7. New technology. Several technology trends require MRO providers to have—or acquire—the skills to keep up with advances such as:

• Green engines that offer greater fuel efficiency and lower emissions than conventional engines. They require less maintenance and reduce cost of ownership, but their designs and material requirements oblige service providers to develop new skills and capabilities.
• Composite materials—increasingly common in new aircraft—calling for different maintenance skills from service providers and opening opportunities for new providers.
Expertise in aluminum does not
necessarily translate to expertise in composites.
• Additive manufacturing (3D printing) used to fabricate aircraft components (plastic/metal brackets, fuel nozzles, etc) and out-of-production parts on-demand, reducing manufacturing time, material costs, labor content, and making parts available at the point-of-use.
• At-the-asset maintenance, a derivative of mobile technology and part of a full information system across all MRO operations used to access relevant information at the time/place of need.
• Wearable technology such as Japan Airlines' use of Google Glass worn by maintenance engineers working around the aircraft on the tarmac. Images are sent to maintenance specialists for assessment who relay any possible issues they see back to the engineer on the ground. Work is completed promptly, can be assessed in real time and all information is recorded to assess issues further down the line.

Banyan FXE performs airframe inspections, evaluations, mx and repairs. The company minimizes downtime by assigning avionics techs to work on panels while mechanics are tasked with frame and engine duties. Banyan also offers paint and interior completions.

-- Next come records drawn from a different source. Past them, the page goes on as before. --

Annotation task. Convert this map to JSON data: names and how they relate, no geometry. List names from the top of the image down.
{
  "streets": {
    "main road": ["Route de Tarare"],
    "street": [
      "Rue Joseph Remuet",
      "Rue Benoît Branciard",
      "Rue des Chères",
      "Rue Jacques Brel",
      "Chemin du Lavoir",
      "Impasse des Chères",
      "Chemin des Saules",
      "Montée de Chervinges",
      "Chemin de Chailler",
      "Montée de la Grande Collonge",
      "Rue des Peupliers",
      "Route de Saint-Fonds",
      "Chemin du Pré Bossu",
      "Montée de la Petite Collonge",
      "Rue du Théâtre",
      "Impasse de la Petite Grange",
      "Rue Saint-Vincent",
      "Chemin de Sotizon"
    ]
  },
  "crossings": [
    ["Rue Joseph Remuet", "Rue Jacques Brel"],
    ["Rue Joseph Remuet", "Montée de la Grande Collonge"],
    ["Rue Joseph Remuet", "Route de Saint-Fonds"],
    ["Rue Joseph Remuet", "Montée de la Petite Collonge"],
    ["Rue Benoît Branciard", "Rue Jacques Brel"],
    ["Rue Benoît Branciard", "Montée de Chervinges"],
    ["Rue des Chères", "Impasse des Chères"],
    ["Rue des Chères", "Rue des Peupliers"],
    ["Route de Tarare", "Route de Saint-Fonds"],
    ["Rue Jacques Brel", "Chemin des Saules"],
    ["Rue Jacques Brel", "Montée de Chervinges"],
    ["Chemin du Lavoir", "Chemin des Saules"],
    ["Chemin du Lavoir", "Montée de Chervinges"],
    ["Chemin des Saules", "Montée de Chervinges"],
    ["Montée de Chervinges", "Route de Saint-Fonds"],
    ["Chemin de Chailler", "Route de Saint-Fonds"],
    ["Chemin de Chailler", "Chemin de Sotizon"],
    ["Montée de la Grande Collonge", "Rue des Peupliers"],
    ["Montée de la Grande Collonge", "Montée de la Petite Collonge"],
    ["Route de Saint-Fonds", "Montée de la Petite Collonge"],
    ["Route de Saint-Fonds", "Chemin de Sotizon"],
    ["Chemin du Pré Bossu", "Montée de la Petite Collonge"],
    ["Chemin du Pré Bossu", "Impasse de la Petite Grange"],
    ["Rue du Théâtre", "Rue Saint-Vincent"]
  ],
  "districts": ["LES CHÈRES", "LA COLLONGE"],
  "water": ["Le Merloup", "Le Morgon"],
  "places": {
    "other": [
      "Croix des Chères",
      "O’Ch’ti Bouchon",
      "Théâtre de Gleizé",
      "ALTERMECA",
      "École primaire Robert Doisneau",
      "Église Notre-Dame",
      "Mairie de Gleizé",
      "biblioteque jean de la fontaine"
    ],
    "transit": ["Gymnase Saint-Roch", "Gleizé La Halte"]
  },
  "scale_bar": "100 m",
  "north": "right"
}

Technical advances are rarely free of functional issues, implementation challenges or compromises. The following concerns reflect a few of many opportunities to further the state of the MRO technical art:

• Increasing role of OEMs in aftermarkets. OEMs, while competing directly in the aftermarket, increasingly charge for technical support and access to technical information. Since engine OEMs control the majority of the aftermarket at the point of powerplant sale, close cooperation between MROs and OEMs becomes even more important.
• Value of reduced timing. Contrary to common thought, turnaround time shorter than planned may not be desirable. When an aircraft is withdrawn from service for heavy maintenance, its return is carefully planned. An earlier return may be difficult for the MRO to accommodate as another aircraft may not be ready to be withdrawn from service to keep the maintenance line active.
• Factors worth measuring. A recent study identified 130 processes as being part of most large MRO businesses, of which roughly 10% are deemed high-yield (materials availability, reliability tracking, etc.). Initiatives to quantify the benefit of each MRO process must carefully consider whether or not each such exercise has value.
• Increasingly fly-by-wire. As aircraft electronic systems become more complex and continue to replace mechanical systems, increasingly specialized skills will be required for aftermarket service and repair, which may invite OEMs deeper into the service mix.
• Information-driven MRO. Sophisticated real-time aircraft health monitoring and centralized maintenance systems will create a plethora of data and greater dependence on electronic diagnosis and less on in situ analysis. However, collecting data is one thing; deriving meaningful, reliable information is quite another.
Analytical techniques must ensure high-quality decisions and avoid false positive indications. Moreover, data ownership remains a point of dispute between operators and OEMs, the former allowing the latter to use the data in their parts-removal and analysis process to sell replacement components and services.